■ Task details:
Copy, from the material below, every line in which the word "Thieriot" can be found.

■ Material for the task:
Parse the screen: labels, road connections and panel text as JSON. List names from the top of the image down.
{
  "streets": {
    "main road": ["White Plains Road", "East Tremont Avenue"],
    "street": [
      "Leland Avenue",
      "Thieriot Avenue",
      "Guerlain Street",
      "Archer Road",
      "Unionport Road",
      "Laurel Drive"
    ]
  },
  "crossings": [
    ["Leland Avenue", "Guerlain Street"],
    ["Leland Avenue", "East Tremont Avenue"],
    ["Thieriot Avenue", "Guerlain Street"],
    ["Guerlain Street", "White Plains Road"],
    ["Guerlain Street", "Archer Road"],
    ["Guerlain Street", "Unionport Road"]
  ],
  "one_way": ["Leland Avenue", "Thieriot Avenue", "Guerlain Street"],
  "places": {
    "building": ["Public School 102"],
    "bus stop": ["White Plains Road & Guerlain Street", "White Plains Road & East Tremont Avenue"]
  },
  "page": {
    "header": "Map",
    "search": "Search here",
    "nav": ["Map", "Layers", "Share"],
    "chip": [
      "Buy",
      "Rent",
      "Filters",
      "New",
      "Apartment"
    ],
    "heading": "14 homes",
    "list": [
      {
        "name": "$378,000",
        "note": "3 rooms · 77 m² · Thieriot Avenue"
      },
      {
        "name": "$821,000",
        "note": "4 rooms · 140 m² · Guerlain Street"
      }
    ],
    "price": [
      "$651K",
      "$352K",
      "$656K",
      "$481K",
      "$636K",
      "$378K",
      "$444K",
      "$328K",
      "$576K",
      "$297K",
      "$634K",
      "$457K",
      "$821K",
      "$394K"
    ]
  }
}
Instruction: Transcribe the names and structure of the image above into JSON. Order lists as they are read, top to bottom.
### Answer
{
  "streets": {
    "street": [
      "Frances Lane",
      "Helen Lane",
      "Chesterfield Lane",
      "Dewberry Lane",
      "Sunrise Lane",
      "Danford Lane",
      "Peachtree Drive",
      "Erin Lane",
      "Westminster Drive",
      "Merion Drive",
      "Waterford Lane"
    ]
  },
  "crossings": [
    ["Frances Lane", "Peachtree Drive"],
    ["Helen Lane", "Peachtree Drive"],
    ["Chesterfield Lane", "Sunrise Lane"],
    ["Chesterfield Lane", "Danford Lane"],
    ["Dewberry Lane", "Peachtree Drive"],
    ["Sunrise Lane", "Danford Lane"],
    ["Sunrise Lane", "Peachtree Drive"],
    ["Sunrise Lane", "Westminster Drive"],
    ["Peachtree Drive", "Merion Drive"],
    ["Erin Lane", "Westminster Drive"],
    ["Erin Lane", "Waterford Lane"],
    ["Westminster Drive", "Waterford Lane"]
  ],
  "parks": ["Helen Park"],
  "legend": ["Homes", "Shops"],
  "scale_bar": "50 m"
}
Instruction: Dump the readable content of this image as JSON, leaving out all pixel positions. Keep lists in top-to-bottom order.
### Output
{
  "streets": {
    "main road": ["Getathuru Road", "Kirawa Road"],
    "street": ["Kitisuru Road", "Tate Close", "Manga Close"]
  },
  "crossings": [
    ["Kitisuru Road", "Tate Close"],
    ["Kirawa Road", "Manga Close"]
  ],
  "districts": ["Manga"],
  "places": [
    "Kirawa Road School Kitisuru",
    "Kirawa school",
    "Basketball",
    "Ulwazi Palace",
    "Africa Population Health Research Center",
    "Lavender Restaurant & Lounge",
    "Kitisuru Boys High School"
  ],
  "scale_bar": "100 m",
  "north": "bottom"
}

■ Task answer:
      "Thieriot Avenue",
    ["Thieriot Avenue", "Guerlain Street"],
  "one_way": ["Leland Avenue", "Thieriot Avenue", "Guerlain Street"],
        "note": "3 rooms · 77 m² · Thieriot Avenue"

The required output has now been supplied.